**WHAT TO WORK ON**
Throughout the material below, tally the lines containing "Micocouliers" and give the total with no accompanying text.

**PROVIDED MATERIAL**

'''

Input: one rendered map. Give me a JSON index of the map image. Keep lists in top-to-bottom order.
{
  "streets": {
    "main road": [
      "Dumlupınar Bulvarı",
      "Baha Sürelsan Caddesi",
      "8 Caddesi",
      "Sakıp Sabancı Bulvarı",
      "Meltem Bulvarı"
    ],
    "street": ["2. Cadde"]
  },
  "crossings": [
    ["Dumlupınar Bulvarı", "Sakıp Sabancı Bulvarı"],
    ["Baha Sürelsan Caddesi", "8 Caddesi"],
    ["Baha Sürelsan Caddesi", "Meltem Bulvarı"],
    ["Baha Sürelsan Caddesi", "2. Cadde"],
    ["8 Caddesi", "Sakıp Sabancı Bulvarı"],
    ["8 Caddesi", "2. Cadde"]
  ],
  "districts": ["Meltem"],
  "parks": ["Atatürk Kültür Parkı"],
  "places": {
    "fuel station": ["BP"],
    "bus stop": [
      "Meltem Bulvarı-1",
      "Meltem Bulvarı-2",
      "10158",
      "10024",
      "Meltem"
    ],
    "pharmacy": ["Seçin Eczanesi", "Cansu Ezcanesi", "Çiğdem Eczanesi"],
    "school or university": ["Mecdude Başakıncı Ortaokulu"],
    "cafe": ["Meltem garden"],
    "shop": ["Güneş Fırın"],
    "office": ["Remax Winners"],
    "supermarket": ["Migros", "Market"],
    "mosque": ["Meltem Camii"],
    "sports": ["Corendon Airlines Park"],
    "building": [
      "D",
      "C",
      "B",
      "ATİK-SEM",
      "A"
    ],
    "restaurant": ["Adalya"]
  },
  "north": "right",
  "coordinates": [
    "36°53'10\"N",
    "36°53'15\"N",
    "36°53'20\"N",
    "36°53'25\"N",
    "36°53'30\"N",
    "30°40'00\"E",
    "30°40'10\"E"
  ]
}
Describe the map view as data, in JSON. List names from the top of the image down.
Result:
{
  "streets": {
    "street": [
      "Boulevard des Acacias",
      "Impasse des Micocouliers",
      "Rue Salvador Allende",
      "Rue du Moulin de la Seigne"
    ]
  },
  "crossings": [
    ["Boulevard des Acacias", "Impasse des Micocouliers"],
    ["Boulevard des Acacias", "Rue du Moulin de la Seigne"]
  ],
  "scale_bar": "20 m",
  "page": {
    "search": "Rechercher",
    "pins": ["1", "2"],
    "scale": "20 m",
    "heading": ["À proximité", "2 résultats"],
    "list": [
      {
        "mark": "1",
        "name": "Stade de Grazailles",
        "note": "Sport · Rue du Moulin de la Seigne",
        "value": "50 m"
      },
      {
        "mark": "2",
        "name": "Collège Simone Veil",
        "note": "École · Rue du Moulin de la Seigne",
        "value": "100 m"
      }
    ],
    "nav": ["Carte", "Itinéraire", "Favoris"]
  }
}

'''
'''

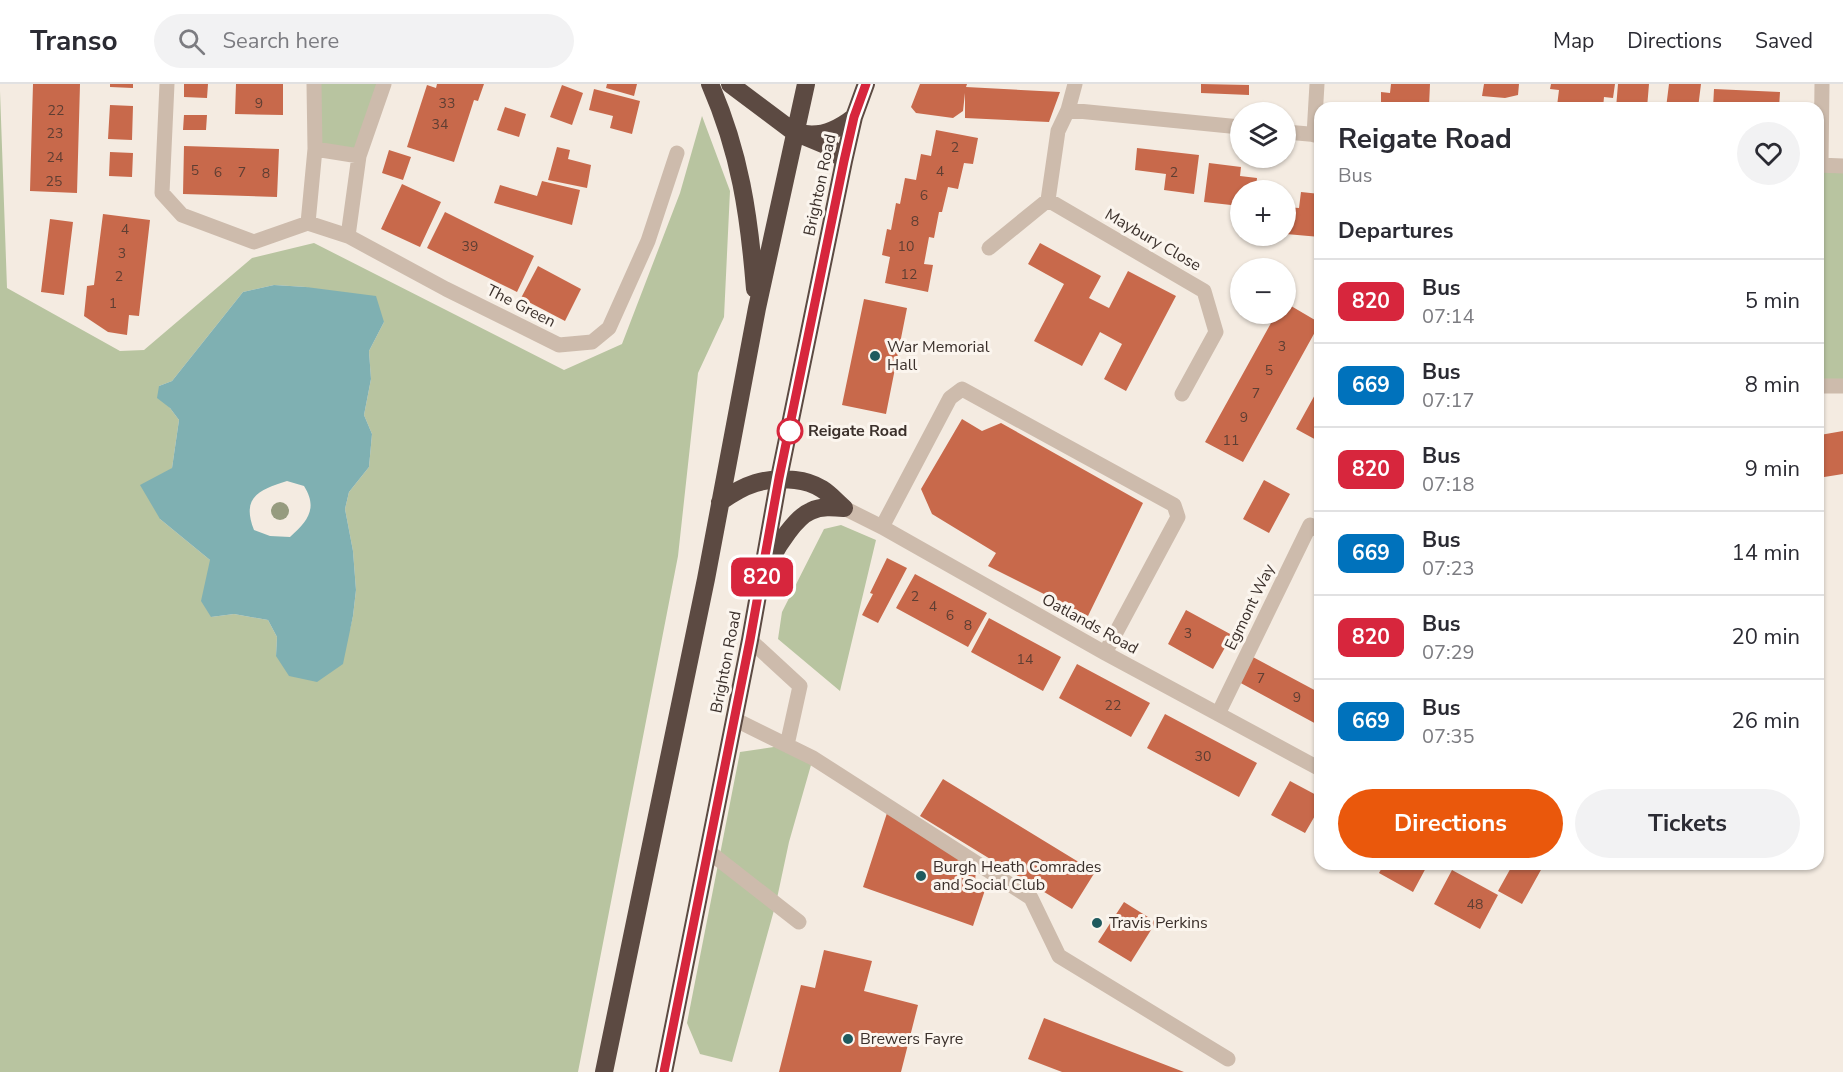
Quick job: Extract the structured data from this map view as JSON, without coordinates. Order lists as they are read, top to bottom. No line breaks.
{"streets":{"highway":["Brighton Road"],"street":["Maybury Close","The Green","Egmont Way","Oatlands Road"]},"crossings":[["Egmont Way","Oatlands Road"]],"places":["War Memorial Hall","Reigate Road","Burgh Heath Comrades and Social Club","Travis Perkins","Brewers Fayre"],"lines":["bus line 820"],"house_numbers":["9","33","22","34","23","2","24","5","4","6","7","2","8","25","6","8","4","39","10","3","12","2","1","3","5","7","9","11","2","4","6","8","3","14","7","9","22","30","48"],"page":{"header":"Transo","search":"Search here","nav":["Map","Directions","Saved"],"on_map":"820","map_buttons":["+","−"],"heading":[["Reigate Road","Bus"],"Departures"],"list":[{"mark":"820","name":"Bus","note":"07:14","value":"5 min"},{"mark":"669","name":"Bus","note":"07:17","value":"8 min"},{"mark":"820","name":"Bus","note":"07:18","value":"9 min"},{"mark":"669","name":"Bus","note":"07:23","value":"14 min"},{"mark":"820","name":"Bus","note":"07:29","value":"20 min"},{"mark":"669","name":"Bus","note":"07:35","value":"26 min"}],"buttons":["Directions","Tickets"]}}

'''

**SOLUTION FOR THIS TASK**
2